There's usually a selection of cameras at the store, but this one caught my eye because:
  • It is, as claimed, compact, a comfy pocket-size, just a touch thicker than the Lomolitos.
  • Classy, all-plastic construction.
  • The flash might work: hard to tell, since there were two batteries hopelessly encrusted inside (now removed.) Also, the promise of red-eye reduction. We'll see.
  • Oooh, panorama mode! Check out this photo set for some (nice!) examples
  • It was a buck.
That last selling point got to me. Armed with this, and somes rolls of film from the 99-cent store, I can go on a snapping frenzy for less than an in-park sandwich. After all, aren't family vacations made for random snapshots? I might just leave the megapixels at home this time.

Update: after de-crudding, the score is Red-Eye Reduction 1, Flash 0. The capacitor charges up and the red-eye light comes on, but no flash. Flash photography is generally forbidden anyhow, so this will be the outdoor snapshot camera. I'm running a r0ll of expired film through it now.

Tuesday, January 13, 2009

Hope in a box

Kodak Brownie Flash 20 and batteries After spreading doom and gloom about film's desperate future at another typer/photog-blog (sorry Chris), I spent some time poking around flickr, trying to encourage myself into thinking that we won't be living in a celluloid-free world anytime soon. I'm always on the lookout for new things to add to my "dates of interest" section on the site, and I'd forgotten about the upcoming "Take Your Box Camera to Work Day" in February. Certainly more boss-friendly event than Bring Your Offspring to Work Day (at least for those of us with curious tykes) and a suitable salute to the dying art of film photography. Box camera photography would be the original Lomography, minus the jazzy colored flash and hipster overtones. There's certainly a greater dependence on chance and luck and your ability to estimate a 7.5-8 ft distance between your lens and the subject. Exposure is a matter of chance, too -- just hope you hit that magic combination of light, film speed, and shutter timing (dodgy even when the cameras were new.) I'm thinking about participating this year, respooling some 120 film to fit into the Brownie Flash pictured. I've already tried my hand at using the faux TLR Duaflex IV, but even that camera offers options. The Brownie Flash is literally a point-and-click (and hope) in a box.

I'm also thinking that this might be a good time to dig out the old film developing equipment again. I'm not equipped for color film, which requires a far amount of noxious chemistry and preciseness with temperature. Black and white can be done at the kitchen sink, and allows a certain amount of latitude (i.e., fudging.) Since the local camera shop can provide me with film and chemistry and they're just a quick walk from the office, this seems like as good as a time as any to get back into processing. I hope that I'm wrong about the extinction of film, that it doesn't become such a novelty item that it is priced beyond the range of mortals who just want to drop a roll into a decades-old camera with shaky optics and minimal choices ("wind" "shoot") and see what develops.
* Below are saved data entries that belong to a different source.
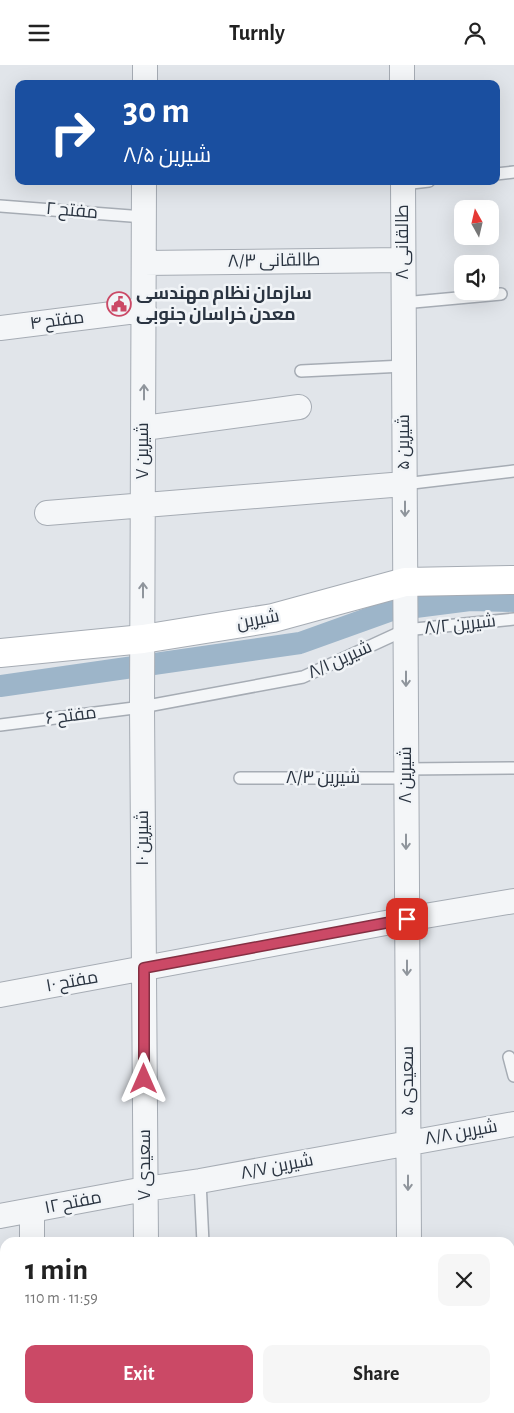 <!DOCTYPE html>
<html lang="en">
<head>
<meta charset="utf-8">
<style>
	:root { --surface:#fff; --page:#f6f6f6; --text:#222; --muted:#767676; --accent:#cb4966 }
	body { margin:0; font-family:"Alegreya Sans",Cairo,sans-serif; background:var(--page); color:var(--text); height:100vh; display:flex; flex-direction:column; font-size:19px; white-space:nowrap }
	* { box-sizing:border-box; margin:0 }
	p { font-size:16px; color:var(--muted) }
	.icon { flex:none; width:28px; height:28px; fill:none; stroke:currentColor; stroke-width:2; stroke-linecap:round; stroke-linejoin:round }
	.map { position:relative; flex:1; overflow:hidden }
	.drawer { position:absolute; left:0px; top:1172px; width:515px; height:176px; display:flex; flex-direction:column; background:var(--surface); border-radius:15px 15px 0 0; box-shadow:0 5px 20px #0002 }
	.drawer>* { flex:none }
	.banner { position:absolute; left:15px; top:15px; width:485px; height:105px; border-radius:10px; box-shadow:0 5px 20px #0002; background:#1a4fa0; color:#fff; overflow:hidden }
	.needle { width:32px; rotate:352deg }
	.fabs { position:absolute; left:454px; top:135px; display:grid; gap:10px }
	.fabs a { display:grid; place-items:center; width:45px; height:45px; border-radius:10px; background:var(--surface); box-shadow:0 5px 20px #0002; font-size:25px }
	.pin { position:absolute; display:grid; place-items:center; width:42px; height:42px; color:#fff; margin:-21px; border-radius:10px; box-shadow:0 2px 8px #0006 }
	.me { position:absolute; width:55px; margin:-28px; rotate:0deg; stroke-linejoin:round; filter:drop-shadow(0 0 4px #0008) }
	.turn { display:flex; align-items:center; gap:18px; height:105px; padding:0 25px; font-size:22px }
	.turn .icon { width:65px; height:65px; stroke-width:2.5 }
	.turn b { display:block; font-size:35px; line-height:42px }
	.round { display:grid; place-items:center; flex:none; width:52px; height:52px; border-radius:10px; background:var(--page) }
	.overview { display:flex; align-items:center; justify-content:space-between; height:85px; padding:0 25px }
	h1 { font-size:30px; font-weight:600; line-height:38px }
	.action { display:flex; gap:10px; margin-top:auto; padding:10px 25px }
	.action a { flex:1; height:58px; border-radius:10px; background:var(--accent); color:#fff; font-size:20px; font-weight:600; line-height:58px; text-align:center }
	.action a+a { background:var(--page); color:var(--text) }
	header { display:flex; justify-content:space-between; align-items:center; height:65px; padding:0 25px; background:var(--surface); font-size:22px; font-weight:600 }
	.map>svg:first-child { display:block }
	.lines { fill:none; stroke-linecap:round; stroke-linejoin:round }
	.canal { stroke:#9db5c9; stroke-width:22 }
	.lane-casing { stroke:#a6acb4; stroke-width:14 }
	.street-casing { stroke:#a6acb4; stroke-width:26 }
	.secondary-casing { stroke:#a6acb4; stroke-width:30 }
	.lane { stroke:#f4f6f8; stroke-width:11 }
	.street { stroke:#f4f6f8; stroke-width:24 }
	.secondary { stroke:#fff; stroke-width:28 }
	.oneway { stroke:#8f959c }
	.route-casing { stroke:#842f42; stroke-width:12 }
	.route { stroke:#cb4966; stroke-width:9 }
	.labels { text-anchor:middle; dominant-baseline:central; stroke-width:5; stroke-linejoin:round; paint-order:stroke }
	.street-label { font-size:18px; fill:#2a3441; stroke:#f1f4f7 }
	.poi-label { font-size:18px; font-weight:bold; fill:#2a3441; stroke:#f1f4f7; text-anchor:start }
</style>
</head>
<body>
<header><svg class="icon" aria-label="menu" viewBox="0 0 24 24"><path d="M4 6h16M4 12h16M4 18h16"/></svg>Turnly<svg class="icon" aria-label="person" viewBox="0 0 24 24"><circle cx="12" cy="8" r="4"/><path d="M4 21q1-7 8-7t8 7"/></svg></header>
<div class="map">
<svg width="514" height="1348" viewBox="0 0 514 1348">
	<rect width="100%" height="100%" fill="#e1e5ea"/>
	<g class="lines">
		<!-- canal -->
		<path class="canal" d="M0,621l300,-43 92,-33 78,-10 44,1"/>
		<!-- lane casing -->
		<g class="lane-casing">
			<path id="lane" d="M496,109l18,-2
				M403,119l26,-3
				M0,141l144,11
				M403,238l98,-9
				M301,306l103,-5
				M404,419l110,-13
				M0,660l142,-18 161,-30 102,-47 109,-11
				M406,704l108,-1
				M240,713h166
				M509,992l5,19
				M200,1116l3,62
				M510,1209l4,-1"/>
		</g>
		<!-- street casing -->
		<g class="street-casing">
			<path id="street" d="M402,0v19
				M145,19v-19
				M144,116l-2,526 4,536
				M403,116l6,1062
				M144,198l259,-3
				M0,263l144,-18
				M144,363l155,-21
				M47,448l357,-29
				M0,930l407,-76 107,-18
				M32,1146v32
				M0,1151l145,-27 55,-8 314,-57
				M147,1344v4
				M409,1344v4"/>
		</g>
		<!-- secondary casing -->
		<g class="secondary-casing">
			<path id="secondary" d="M0,588l143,-14 130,-21 132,-36 109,-2
				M510,1306l4,-1
				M315,1348l20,-4"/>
		</g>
		<!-- lane -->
		<use href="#lane" class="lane"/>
		<!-- street -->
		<use href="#street" class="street"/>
		<!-- secondary -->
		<use href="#secondary" class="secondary"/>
	</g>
	<!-- one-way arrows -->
	<defs><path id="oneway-shaft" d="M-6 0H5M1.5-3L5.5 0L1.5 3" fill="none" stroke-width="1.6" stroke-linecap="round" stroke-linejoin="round" transform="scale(1.25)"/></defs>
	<g class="oneway">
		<use href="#oneway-shaft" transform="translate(144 327) rotate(-90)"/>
		<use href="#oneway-shaft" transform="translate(405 444) rotate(90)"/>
		<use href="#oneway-shaft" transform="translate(143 525) rotate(-90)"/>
		<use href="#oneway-shaft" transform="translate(406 614) rotate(90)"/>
		<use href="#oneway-shaft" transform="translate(406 777) rotate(90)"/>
		<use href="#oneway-shaft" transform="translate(407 903) rotate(90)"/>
		<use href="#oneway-shaft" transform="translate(408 1118) rotate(90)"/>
	</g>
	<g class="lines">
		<!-- route casing -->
		<g class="route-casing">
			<path id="route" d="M144,1014v-111l263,-49"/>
		</g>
		<!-- route -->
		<use href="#route" class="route"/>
	</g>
	<!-- icons -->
	<defs>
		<g id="civic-ring" transform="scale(1.25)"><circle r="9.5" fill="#f1f4f7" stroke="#cb4966" stroke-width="1.5"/><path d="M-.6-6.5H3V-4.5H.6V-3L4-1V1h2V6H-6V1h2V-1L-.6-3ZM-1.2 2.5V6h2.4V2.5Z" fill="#cb4966"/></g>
	</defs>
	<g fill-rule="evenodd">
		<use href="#civic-ring" x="119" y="239"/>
	</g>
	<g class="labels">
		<!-- street labels -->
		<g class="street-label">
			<text transform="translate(72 146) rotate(5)">مفتح ۲</text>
			<text transform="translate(403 177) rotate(-90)">طالقانی ۸</text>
			<text transform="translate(274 196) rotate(-1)">طالقانی ۸/۳</text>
			<text transform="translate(57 256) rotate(-7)">مفتح ۴</text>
			<text transform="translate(404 377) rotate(-90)">شیرین ۵</text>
			<text transform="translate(143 386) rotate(-90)">شیرین ۷</text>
			<text transform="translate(258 555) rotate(-11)">شیرین</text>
			<text transform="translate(460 560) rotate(-6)">شیرین ۸/۲</text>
			<text transform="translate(340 595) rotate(-24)">شیرین ۸/۱</text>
			<text transform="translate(71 651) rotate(-7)">مفتح ۶</text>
			<text transform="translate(406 710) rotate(-90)">شیرین ۸</text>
			<text x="323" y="713">شیرین ۸/۳</text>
			<text transform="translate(143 773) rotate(-90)">شیرین ۱۰</text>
			<text transform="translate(72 917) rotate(-10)">مفتح ۱۰</text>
			<text transform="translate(408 1016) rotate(-90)">سعیدی ۵</text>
			<text transform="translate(461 1068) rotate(-10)">شیرین ۸/۸</text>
			<text transform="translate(145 1100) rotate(-90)">سعیدی ۷</text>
			<text transform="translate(277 1102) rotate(-11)">شیرین ۸/۷</text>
			<text transform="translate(73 1138) rotate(-11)">مفتح ۱۲</text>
		</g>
		<!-- poi labels -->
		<g class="poi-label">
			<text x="136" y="229">سازمان نظام مهندسی<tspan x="136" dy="21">معدن خراسان جنوبی</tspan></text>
		</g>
	</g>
</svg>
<div class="fabs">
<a><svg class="needle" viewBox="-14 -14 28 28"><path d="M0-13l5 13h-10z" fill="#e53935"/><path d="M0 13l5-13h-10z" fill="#767676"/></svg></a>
<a><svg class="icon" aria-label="sound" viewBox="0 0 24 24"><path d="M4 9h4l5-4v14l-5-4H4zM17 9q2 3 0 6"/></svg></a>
</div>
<div class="pin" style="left:407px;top:854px;background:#d93025"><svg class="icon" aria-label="arrive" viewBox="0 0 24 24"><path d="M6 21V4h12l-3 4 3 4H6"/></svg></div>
<svg class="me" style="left:144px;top:1014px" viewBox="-20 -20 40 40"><path d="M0-17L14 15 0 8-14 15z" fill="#cb4966" stroke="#fff" stroke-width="4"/></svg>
<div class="banner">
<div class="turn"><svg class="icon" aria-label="right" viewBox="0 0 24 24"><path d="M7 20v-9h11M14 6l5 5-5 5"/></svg><div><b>30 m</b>شیرین ۸/۵</div></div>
</div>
<section class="drawer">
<div class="overview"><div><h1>1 min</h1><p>110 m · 11:59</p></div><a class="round"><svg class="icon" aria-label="close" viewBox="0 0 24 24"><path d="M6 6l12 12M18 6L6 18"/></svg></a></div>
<div class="action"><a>Exit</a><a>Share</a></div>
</section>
</div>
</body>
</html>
Wednesday, January 7, 2009

Seeing yellow

Lomolitos, yellow A coworker left this little Lomolitos camera as a gift while I was on break. I'm not qure how I feel about the whole lomography "movement" -- it certainly smells faddish, especially passing off the results of super-cheap plastic cameras as arty, and the directions within are expressly defiant of all things Serious Photography (disregard framing, flash and focus distances, etc.) I've been trying to relax about all of this and snap some yellow-tinged photos just to give it a whirl. This camera is closer kin to the all-plastic cameras you'd find at the dollar store than to a true one-use camera. The film and battery can both be replaced in the Lomotios; this is lucky since I needed to do the latter right away to resurrect the flash.

Except for my typical paranoia about taking photos in public places, I'm enoying toting this little thing around. I'll work on finishing up the roll and scanning the results.